Two quite different short trips.
First off to Glasgow for an urban adventure (though we’ve been there lots before).
We took plenty of provisions and entertainment for the journey
Our bed for the night was new, both to us and Glasgow at the brand new Motel One ; they even had photos from the West Highland line to make us feel at home. It’s close to Central station and the shops and is very, very dog friendly.
“What’s next? I’ve finished my tea”
If you don’t know the Motel One brand they are well worth checking out. We’ve stayed at their Princes Street branch and they’re also in Newcastle and Manchester.
I couldn’t go to Glasgow without visiting the shops but it’s not quite as dog friendly as Edinburgh, possibly because a lot of my favourites (eg. Whistles, Space NK ) which are dog friendly there are inside malls in Glasgow. The massive Waterstones branch on Sauchiehall Street is dog friendly though, as is Anta and lots of lovely independents on and around Great Western Road. Luckily it was mostly sunny and MrS was happy to wait outside on Buchanan Street while I shopped, and of course Dog S loved all the attention from passers by.
It wasn’t all consumerism though, nor sitting about for DogS. We had a pretty extensive walkies, in fact I covered more steps than I do at home. I’ve walked all over Edinburgh and explored many overseas cities on foot but apart from shopping trips Glasgow on foot has been a path less travelled.
Glasgow is full of impressive buildings, also some haunting ruins. The city centre is full of memories of Glasgow’s time as “second city of empire” and those Victorians didn’t limit their exuberance to building for commerce; on a hill behind the Cathedral is the Necropolis.
It’s a good place for a walk with views over the whole city – and on a clear day up to the highlands.
Births, Marriages and Deaths though not necessarily in that order*
I thought back to our visit when I read this post today**.
And our second trip? Quite different, over the sea to ….. Tiree, the most westerly of the Inner Hebrides. Because of its westerly position it’s much sunnier and drier than many of the islands and also much windier! So windy in fact that it’s a hub for surfing and windsurfing, the Tiree Wave Classic had been held the weekend before our visit.
We stayed at The Old Thatch in Scarinish, small and cosy just perfect for two people and one dog. A traditional two roomed cottage it would have housed a large family well into the 20th century.
view from the bath
Now Tiree’s built environment might be a tad less grandiose than Glasgow’s (though very attractive) but its beaches would be hard to beat.

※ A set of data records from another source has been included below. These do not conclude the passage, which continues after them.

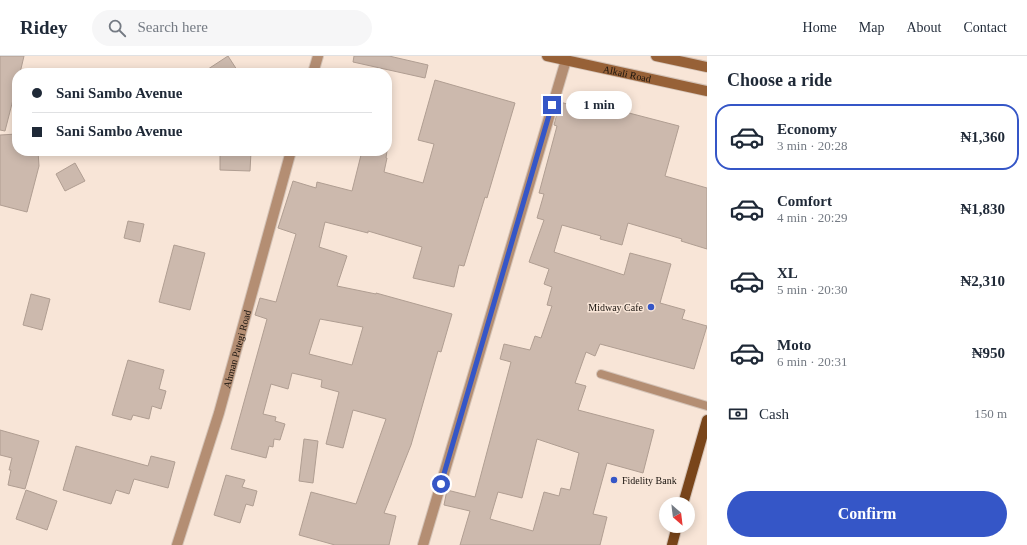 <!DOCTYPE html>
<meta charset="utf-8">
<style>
body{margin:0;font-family:"Times New Roman",serif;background:#f6f6f7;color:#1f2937;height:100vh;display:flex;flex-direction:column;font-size:15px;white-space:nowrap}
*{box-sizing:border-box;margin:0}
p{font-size:13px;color:#747a83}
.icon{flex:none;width:22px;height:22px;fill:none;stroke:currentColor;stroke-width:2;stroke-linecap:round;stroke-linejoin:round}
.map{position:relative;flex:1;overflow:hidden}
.details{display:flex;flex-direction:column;background:#fff;width:320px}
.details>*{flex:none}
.banner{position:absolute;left:12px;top:12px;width:380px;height:88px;border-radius:16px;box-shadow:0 2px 10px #0003;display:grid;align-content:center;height:88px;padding:0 20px;background:#fff}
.needle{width:26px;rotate:152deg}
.fabs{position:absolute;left:659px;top:441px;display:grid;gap:8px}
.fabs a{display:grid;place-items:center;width:36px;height:36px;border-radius:50%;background:#fff;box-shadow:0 2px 10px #0003;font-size:20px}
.end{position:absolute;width:18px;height:18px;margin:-9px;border:5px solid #3556c7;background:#fff;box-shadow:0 0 0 2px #fff}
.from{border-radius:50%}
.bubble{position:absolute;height:28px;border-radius:14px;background:#fff;box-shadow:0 2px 10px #0003;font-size:13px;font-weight:600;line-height:28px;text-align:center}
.banner b{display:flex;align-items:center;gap:14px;height:38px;font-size:15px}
.banner b+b{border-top:1px solid #e0e1e3}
.banner i{width:10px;height:10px;background:#1f2937}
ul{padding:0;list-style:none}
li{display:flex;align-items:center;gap:12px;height:66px;margin:0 8px 6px;padding:0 12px;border:2px solid transparent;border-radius:16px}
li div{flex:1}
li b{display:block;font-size:15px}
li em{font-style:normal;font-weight:600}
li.selected{border-color:#3556c7}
li>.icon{width:36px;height:36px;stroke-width:1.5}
h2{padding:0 20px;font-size:18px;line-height:48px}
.pay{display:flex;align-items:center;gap:10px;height:44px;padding:0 20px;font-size:15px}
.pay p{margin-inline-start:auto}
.cta{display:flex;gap:8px;margin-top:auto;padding:8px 20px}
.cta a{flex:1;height:46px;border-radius:24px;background:#3556c7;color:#fff;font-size:16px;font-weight:600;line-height:46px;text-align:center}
header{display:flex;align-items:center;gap:24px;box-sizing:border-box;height:56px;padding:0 20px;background:#fff;border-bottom:1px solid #e0e1e3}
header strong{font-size:19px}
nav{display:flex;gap:22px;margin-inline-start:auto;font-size:14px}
.search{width:280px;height:36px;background:#f6f6f7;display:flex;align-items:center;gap:10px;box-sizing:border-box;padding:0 14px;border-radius:22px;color:#747a83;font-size:15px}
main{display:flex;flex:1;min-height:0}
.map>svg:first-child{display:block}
</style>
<header>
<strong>Ridey</strong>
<div class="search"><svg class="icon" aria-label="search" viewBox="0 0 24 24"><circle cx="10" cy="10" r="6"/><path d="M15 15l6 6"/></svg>Search here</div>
<nav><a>Home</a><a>Map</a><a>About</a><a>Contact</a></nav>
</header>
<main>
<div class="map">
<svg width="707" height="489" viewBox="0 0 707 489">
<rect width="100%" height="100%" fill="#f8e5d7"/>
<!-- building -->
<g fill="#ccb9ad" stroke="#b09e92" fill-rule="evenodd">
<polygon points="0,0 24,0 20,17 17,17 17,28 5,75 0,74"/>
<polygon points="228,0 239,17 202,17"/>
<polygon points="354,0 389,0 428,9 425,22 353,6"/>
<path d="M435 24 515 47 487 142 485 141 464 210 459 209 454 231 413 222 422 191 368 175V177L325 166 319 191 347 200 337 230 376 238V237L452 258 441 296 438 295 411 389 384 457 396 460 389 489H335L299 479 311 436 356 448 386 363 353 354 343 392 326 388 339 336 321 331 322 324 292 317 288 333 271 328 263 358 276 361 275 365 285 368 280 384 274 383 273 391 269 390 266 402 231 393 267 263 255 259 260 242 276 246 296 178 278 172 293 125 316 132 317 126 352 135 362 95H387L386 102H387L384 116 423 127 434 88 418 84ZM320 263 363 271 352 309 309 298Z"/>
<path d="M599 44 630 54 629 57 679 70 665 120 707 132V193L681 185 682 183 628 167 622 189 600 183 601 180 562 169 554 196 624 219 630 197 671 208 660 247 685 254 682 263 707 270 694 313 600 288 595 300 586 296 575 327 586 330 578 354 654 374 643 417 607 407 593 458 607 461 600 489H460L470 455 444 449 447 434 475 441 511 306 500 303 504 288 530 294 535 280 541 282 552 250 547 249 552 231 544 228 549 213 529 206 544 164 537 162 544 138 539 137 557 70 554 69 560 46 592 55 593 53 595 54ZM537 383 579 397 570 434 561 432 559 440 544 436 533 475 490 463 498 436 522 442Z"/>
<polygon points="17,78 17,95 38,95 39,110 27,156 0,149 0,79"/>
<polygon points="220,96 251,96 250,115 220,114"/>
<polygon points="75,107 85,125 65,135 56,118"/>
<polygon points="128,165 144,168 140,186 124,182"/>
<polygon points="174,189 205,197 190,254 159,246"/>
<polygon points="31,238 50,243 42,274 23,269"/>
<polygon points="128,304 164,314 159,333 166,335 161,353 152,350 149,363 133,359 131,364 112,359"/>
<polygon points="0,374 39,385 25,433 8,429 11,414 9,414 12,402 0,399"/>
<polygon points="304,383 318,385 313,427 299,425"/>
<polygon points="76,390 148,410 151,400 175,406 168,432 134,423 129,438 116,434 111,448 63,434"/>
<polygon points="226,419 245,424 242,431 257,435 253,450 246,448 240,467 214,459"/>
<polygon points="26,434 57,445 47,474 16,463"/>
</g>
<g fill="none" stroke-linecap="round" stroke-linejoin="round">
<!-- service casing -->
<g stroke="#d4c3b7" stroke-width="10">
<polyline id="service" points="601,318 707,350"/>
</g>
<!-- minor casing -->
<g stroke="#d4c3b7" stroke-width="12">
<g id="minor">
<polyline points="313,17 318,0"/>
<path id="s1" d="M177 489 219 357 291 95"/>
<polyline points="423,489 566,4"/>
</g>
</g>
<!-- secondary casing -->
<g stroke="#d4c3b7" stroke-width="12">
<g id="secondary">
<path id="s2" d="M547 0 707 35"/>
<polyline points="656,0 707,11"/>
</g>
</g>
<!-- primary casing -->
<g stroke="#d4c3b7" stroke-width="12">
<g id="primary">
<polyline points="683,448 707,364"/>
<polyline points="672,489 677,470"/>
</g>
</g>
<!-- service -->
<use href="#service" stroke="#b48e73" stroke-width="8"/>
<!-- minor -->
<use href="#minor" stroke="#b48e73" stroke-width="10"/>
<!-- secondary -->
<use href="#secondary" stroke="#976137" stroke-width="10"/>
<!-- primary -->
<use href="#primary" stroke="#79451a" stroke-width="10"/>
</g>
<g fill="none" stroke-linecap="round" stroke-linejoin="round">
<!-- route -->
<polyline stroke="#3556c7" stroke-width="5" points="441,428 552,49"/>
</g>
<!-- markers -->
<g fill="#3556c7" stroke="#f8e5d7" stroke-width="1.5">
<circle cx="651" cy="251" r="4"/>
<circle cx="614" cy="424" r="4"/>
</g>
<g text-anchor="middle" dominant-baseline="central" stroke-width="3" stroke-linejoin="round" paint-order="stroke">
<!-- street labels -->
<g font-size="10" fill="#19130e" stroke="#f8e5d7">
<text stroke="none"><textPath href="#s2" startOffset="82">Alkali Road</textPath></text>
<text stroke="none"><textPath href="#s1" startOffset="205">Ahman Pategi Road</textPath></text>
</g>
<!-- poi labels -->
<g font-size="10" fill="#19130e" stroke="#f8e5d7" text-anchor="end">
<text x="643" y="251">Midway Cafe</text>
<text x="622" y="424" text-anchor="start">Fidelity Bank</text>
</g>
</g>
</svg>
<div class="fabs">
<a><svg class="needle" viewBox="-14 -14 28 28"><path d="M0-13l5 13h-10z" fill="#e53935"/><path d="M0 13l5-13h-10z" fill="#747a83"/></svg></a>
</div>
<i class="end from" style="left:441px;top:428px"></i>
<i class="end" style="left:552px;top:49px"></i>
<div class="bubble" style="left:566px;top:35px;width:66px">1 min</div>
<div class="banner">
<b><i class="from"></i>Sani Sambo Avenue</b>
<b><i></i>Sani Sambo Avenue</b>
</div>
</div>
<section class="details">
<h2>Choose a ride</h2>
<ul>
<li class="selected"><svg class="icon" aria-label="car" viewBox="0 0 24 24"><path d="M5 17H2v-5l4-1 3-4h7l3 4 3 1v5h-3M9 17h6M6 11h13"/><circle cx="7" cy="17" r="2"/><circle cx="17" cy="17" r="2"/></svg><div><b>Economy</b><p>3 min · 20:28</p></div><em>₦1,360</em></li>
<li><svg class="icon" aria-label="car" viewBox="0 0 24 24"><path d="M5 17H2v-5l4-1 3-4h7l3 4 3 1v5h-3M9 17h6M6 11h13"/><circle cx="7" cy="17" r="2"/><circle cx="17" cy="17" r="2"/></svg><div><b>Comfort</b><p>4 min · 20:29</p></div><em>₦1,830</em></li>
<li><svg class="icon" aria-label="car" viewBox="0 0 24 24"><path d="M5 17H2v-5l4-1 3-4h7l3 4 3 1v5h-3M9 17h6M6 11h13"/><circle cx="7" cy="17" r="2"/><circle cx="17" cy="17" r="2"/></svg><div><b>XL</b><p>5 min · 20:30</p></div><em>₦2,310</em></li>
<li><svg class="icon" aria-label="car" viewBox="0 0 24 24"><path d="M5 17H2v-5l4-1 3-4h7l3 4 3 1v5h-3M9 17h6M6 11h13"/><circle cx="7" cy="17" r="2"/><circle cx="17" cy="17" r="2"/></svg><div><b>Moto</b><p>6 min · 20:31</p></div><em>₦950</em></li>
</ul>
<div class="pay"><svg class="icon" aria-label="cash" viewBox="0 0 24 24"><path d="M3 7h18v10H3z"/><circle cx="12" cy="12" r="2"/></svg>Cash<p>150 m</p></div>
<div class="cta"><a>Confirm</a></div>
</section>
</main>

And it was even warm and sunny enough for a picnic
Our lunch spot was close to the Ringing Stone an “Erratic” which landed on Tiree after a volcanic eruption. Don’t worry about getting hit on the head by flying rocks though, it happened millennia ago. Nearby basking seals jumped into the sea and swam close to get a good look at us.
the Ringing Stone
watching us watching them
It wasn’t all gorgeous natural beauty though, once again all too much plastic waste washed in by the tide. When the shells are sand the plastic will still be around.
the wreck of the schooner Mary Stewart at Scarininsh
and another old lady retired ashore
Two short but sweet breaks, each lovely in their own way.
PS. I’m just back from a shorter trip, just one night in Perth. A shout out to Gringos a lovely, lively bar, dog friendly of course with great food and friendly staff. Not the place for a quiet romantic night perhaps but well worth a visit. Another plus for Perth(shire), a selection of libraries have introduced dog friendly Fridays . No accommodation report because I like to post positive reviews, the only plus point being DogS could come too.
*The Necropolis, Glasgow Cathedral and Infirmary (in the background right).
** I was a bit delayed completing and posting this.